On the night of March 31, 1848, Margaretta Fox, aged fourteen, and her sister Katie, aged twelve, heard unaccountable rappings about their home, a farmhouse at Hydesville, Wayne County, New York. They told each other the rapper must be a “spirit,’’ and found an extremely silly name for him, Mr. Splitfoot. “Now, Mr. Splitfoot,” said Katie, “do as I do.”
She clapped her hands four times. Mr. Splitfoot obligingly rapped four times in reply. The Fox parents were called in and, later, the neighbours. Between them they fixed a code. Somebody read the alphabet aloud, and the unseen Mr. Splitfoot, rapping at the proper letters, laboriously spelled out his story. He was Charles B. Rosma, a pedlar. Five years earlier he had been murdered by the then tenant of the house and buried in the cellar.
The story had its snags. Nobody in Wayne County had heard of Charles B. Rosma. (“His name may have ‘come over’ wrong,” explain later apologists. “It may have been Ross or Rosmer. Surprising how easy it is for spirits to make mistakes with people’s names, even their own.”) Nor was there any independent evidence of murder. But townsfolk digging in the Fox cellar during the summer of 1848 came upon, what were described as, human remains. Fifty-six years later the Boston journal reported that a complete human skeleton had been found nearby; and a whoop of vindication went up from the Spiritualists of two continents, who had come to accept the Fox sisters as the major prophets of their cause.
Margaretta’s powers, especially, baffled scientists for a generation or more. No sooner did she lay her hand upon tree trunk, pane of glass, cab roof or theatre floor, than a triple knock or thud, inexplicable on normal grounds, was heard from beneath or within. Investigators sat her in a swing, put her in a cage, stood her on a chair, held her feet and hands, yet raps, knocks and thuds went on just the same. Her life was turbulent. She bickered with her elder sister, drank too much, publicly denounced Spiritualism as fraud and trickery, then recanted a year later, and died (1893) in squalor.
There had, of course, been ghostly knockings long before Margaretta’s day. Yet the Hydesville incidents were a genuine starting point. They released a sort of occult avalanche. It was as though the whole of North America had been awaiting the Hydesville signal to give itself up to a spooks orgy. Table rapping became a universal craze. “Rappomania” it was called. As early as 1852, according to an English observer, there were thirty thousand mediums in the States and three hundred “magnetic circles” (or Spiritualist groups) in Philadelphia alone.

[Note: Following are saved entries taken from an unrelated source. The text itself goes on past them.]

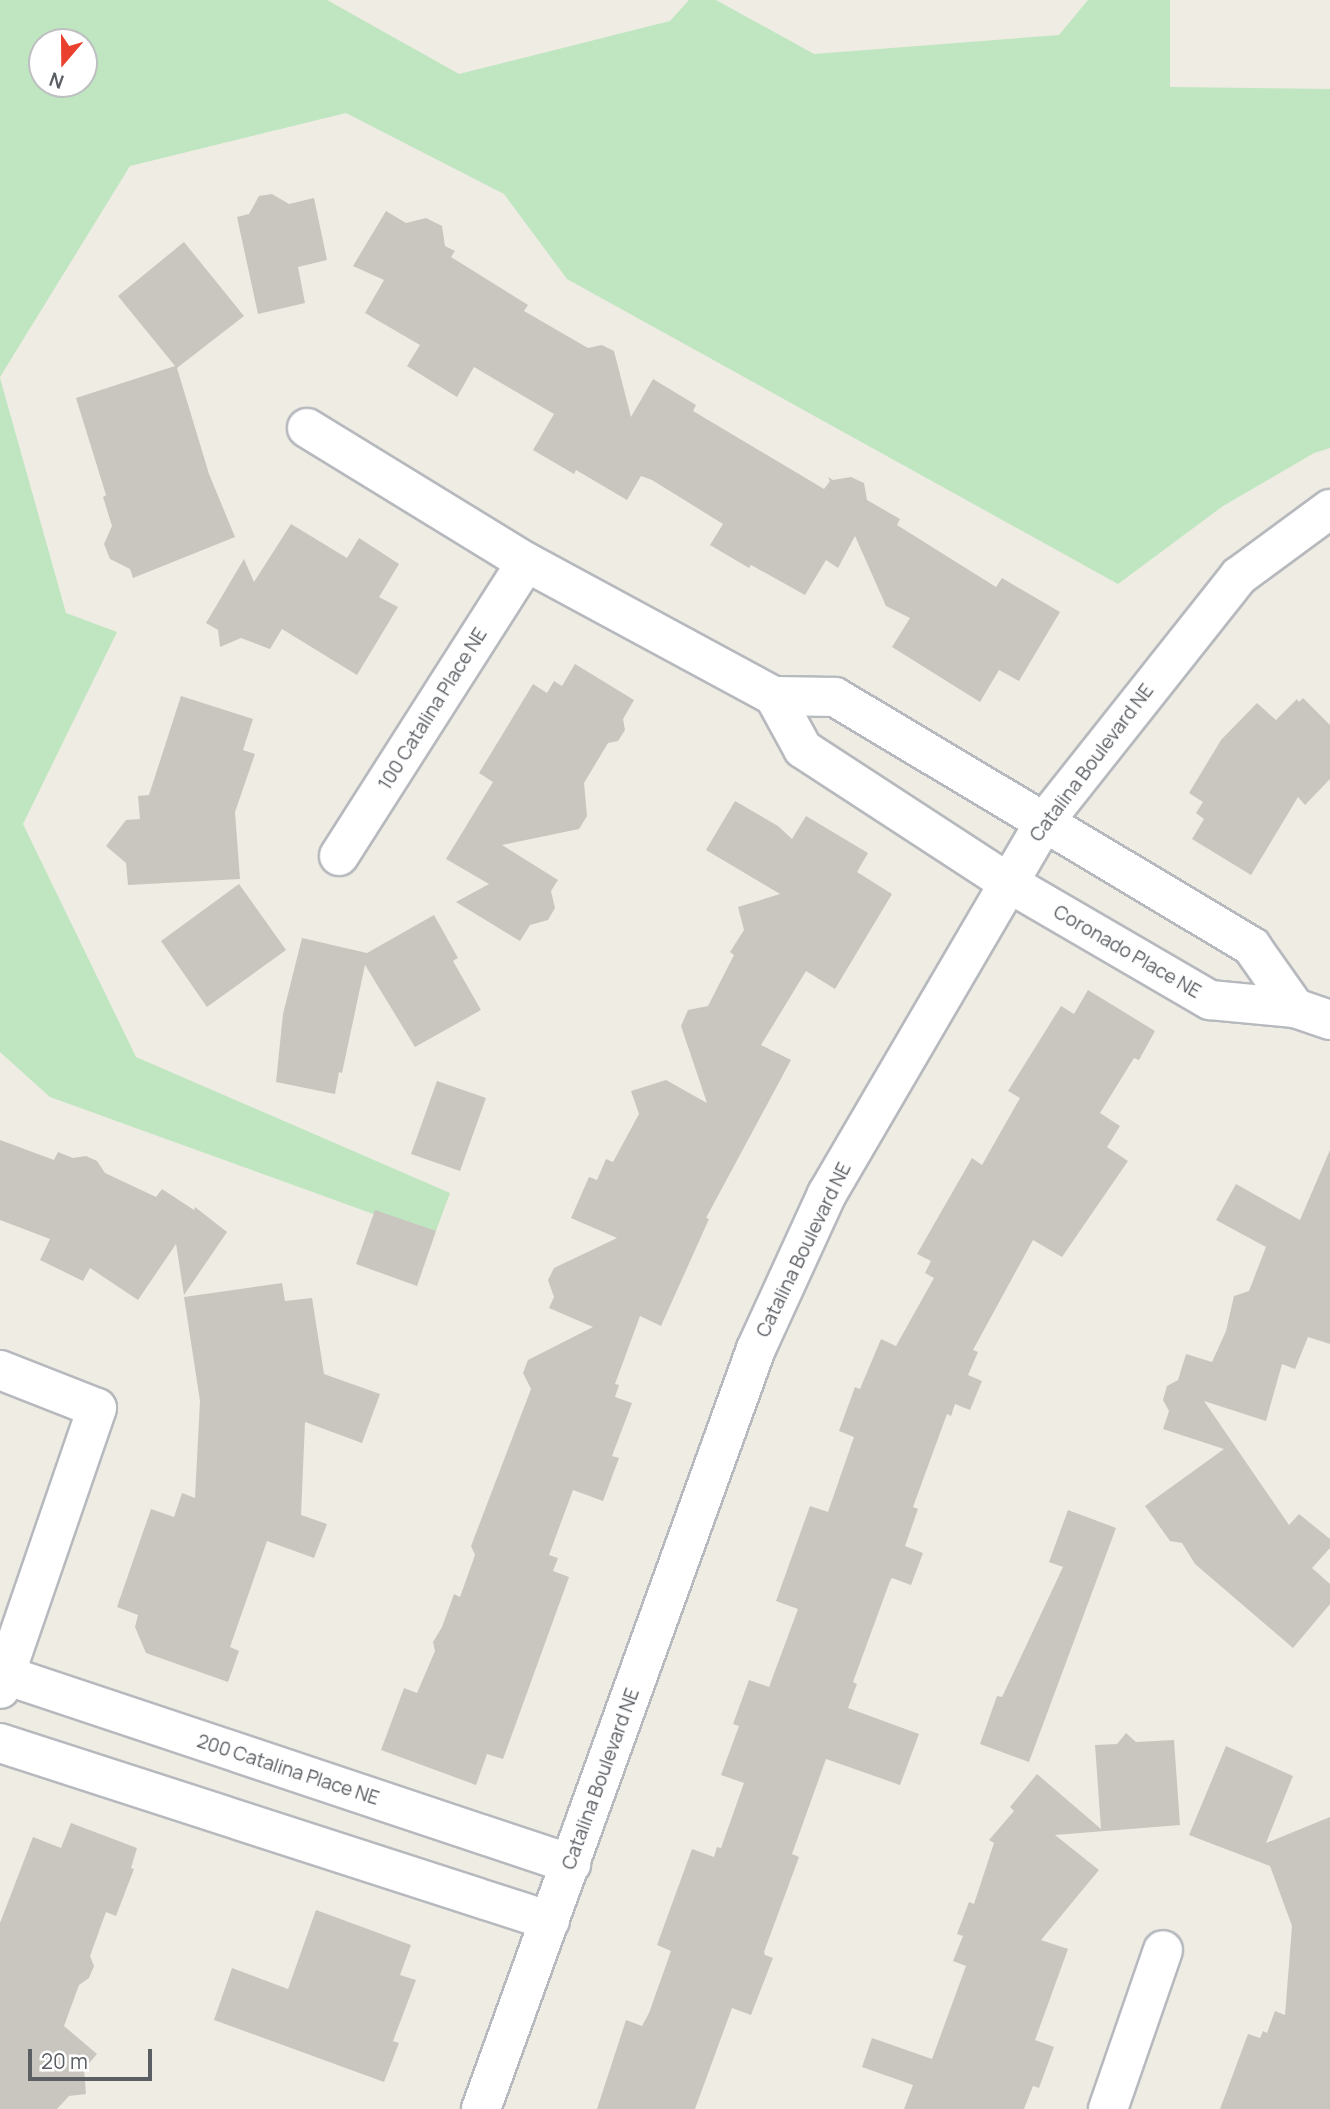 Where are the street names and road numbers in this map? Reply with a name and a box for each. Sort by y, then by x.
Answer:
street label: 100 Catalina Place NE [374,624,492,794]
street label: Catalina Boulevard NE [1025,680,1159,846]
street label: Coronado Place NE [1049,901,1205,1003]
street label: Catalina Boulevard NE [752,1159,856,1341]
street label: Catalina Boulevard NE [558,1685,644,1873]
street label: 200 Catalina Place NE [194,1730,382,1810]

Two years later Judge Edmonds, an early convert, estimated, after a nation-wide lecture tour, that the Spiritualists of America numbered no less than three million.
Photo 1: [top left] A negroid expression changes the features of medium Albert Daniels at a “Trance Circle” held by Mrs. Frankel (see previous page). One of his controls – the spirit of an African – takes charge of his personality. Joseph Thomason shows a somewhat similar “transfiguration”.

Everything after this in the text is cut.